Only certain lines below are wanted: those starting at the line containing "Parse the map" and ending at the line containing "Summarize the content of the image", both included, each retyped exactly.
______________________________
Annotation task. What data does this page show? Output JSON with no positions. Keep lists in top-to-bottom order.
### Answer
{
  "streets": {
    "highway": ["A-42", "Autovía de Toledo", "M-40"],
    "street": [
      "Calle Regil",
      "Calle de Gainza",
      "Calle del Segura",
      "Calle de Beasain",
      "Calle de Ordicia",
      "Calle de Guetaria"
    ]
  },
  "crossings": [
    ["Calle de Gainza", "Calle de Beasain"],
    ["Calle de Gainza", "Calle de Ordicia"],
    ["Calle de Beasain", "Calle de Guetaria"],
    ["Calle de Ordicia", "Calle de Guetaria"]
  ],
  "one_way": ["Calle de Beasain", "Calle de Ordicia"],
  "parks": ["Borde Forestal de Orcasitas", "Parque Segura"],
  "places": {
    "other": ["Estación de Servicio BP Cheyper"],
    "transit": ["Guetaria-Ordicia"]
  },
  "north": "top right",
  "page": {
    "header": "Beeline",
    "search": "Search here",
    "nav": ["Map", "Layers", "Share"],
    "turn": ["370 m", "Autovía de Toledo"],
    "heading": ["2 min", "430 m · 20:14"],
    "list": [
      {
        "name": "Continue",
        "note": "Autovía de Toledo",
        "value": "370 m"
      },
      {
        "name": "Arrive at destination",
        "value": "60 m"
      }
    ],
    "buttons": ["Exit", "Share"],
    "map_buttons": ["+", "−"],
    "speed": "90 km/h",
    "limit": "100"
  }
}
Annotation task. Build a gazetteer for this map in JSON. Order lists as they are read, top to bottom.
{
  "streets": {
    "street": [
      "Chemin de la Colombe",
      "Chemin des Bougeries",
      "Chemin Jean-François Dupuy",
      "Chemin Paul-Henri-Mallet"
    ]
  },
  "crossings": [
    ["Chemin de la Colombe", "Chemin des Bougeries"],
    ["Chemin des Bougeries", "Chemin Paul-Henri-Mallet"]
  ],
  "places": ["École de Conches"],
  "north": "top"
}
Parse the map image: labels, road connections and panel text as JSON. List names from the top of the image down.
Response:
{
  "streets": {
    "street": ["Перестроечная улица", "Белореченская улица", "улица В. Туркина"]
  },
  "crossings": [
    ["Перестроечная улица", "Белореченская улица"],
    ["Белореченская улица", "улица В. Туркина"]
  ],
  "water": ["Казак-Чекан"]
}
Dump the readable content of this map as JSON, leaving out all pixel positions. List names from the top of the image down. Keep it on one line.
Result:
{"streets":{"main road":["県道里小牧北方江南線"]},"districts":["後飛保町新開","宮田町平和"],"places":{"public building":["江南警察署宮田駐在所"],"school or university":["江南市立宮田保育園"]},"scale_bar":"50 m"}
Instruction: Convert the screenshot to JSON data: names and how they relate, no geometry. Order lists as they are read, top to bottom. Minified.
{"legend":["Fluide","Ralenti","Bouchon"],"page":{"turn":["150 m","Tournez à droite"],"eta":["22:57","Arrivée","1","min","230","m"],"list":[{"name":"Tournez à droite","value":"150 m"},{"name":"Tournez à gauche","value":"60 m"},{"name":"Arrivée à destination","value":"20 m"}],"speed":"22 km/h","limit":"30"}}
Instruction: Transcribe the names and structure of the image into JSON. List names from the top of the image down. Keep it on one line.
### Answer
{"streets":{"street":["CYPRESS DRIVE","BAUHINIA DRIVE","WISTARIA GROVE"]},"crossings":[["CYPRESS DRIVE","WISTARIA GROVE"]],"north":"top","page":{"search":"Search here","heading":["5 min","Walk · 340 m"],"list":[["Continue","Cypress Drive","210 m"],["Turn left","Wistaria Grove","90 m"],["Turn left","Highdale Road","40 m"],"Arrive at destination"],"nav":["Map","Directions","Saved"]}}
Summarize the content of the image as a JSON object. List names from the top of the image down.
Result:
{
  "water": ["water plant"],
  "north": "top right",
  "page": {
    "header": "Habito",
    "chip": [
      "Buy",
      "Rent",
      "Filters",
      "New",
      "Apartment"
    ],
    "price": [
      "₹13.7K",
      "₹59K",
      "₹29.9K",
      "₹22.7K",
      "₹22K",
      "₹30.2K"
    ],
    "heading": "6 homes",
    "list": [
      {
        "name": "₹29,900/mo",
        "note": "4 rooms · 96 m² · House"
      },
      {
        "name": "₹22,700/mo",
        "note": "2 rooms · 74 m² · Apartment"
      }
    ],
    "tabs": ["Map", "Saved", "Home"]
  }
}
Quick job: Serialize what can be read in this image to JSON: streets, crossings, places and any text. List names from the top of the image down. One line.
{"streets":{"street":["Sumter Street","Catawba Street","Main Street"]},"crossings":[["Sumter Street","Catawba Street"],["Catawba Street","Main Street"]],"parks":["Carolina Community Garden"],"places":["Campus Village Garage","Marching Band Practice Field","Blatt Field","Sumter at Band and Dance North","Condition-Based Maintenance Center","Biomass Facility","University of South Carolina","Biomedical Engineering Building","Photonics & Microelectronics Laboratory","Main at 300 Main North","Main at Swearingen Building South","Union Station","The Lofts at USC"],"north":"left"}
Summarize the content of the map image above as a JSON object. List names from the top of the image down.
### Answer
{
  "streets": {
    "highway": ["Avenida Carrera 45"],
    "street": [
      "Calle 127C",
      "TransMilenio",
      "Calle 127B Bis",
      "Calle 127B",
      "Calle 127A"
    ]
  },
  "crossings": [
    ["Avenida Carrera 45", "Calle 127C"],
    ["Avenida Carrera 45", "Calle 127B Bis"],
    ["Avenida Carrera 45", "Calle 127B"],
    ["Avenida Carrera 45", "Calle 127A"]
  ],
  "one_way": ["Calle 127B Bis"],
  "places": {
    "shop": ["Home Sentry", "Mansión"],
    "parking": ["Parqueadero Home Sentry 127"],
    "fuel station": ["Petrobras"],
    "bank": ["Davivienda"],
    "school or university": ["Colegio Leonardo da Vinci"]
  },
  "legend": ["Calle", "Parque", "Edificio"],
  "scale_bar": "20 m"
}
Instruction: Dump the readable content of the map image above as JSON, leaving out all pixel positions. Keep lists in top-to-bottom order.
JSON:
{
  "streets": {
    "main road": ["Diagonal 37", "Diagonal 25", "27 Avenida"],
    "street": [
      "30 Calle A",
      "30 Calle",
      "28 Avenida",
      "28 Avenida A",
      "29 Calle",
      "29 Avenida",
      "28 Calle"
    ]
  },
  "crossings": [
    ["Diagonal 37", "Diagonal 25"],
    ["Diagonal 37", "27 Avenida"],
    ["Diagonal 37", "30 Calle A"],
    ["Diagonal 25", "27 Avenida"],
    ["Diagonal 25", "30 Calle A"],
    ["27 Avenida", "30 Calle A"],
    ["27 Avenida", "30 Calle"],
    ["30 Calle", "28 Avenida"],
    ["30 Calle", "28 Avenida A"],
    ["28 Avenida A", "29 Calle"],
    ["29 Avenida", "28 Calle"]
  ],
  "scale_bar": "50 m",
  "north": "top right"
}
______________________________
### [Answer to this exercise]
Parse the map image: labels, road connections and panel text as JSON. List names from the top of the image down.
Response:
{
  "streets": {
    "street": ["Перестроечная улица", "Белореченская улица", "улица В. Туркина"]
  },
  "crossings": [
    ["Перестроечная улица", "Белореченская улица"],
    ["Белореченская улица", "улица В. Туркина"]
  ],
  "water": ["Казак-Чекан"]
}
Dump the readable content of this map as JSON, leaving out all pixel positions. List names from the top of the image down. Keep it on one line.
Result:
{"streets":{"main road":["県道里小牧北方江南線"]},"districts":["後飛保町新開","宮田町平和"],"places":{"public building":["江南警察署宮田駐在所"],"school or university":["江南市立宮田保育園"]},"scale_bar":"50 m"}
Instruction: Convert the screenshot to JSON data: names and how they relate, no geometry. Order lists as they are read, top to bottom. Minified.
{"legend":["Fluide","Ralenti","Bouchon"],"page":{"turn":["150 m","Tournez à droite"],"eta":["22:57","Arrivée","1","min","230","m"],"list":[{"name":"Tournez à droite","value":"150 m"},{"name":"Tournez à gauche","value":"60 m"},{"name":"Arrivée à destination","value":"20 m"}],"speed":"22 km/h","limit":"30"}}
Instruction: Transcribe the names and structure of the image into JSON. List names from the top of the image down. Keep it on one line.
### Answer
{"streets":{"street":["CYPRESS DRIVE","BAUHINIA DRIVE","WISTARIA GROVE"]},"crossings":[["CYPRESS DRIVE","WISTARIA GROVE"]],"north":"top","page":{"search":"Search here","heading":["5 min","Walk · 340 m"],"list":[["Continue","Cypress Drive","210 m"],["Turn left","Wistaria Grove","90 m"],["Turn left","Highdale Road","40 m"],"Arrive at destination"],"nav":["Map","Directions","Saved"]}}
Summarize the content of the image as a JSON object. List names from the top of the image down.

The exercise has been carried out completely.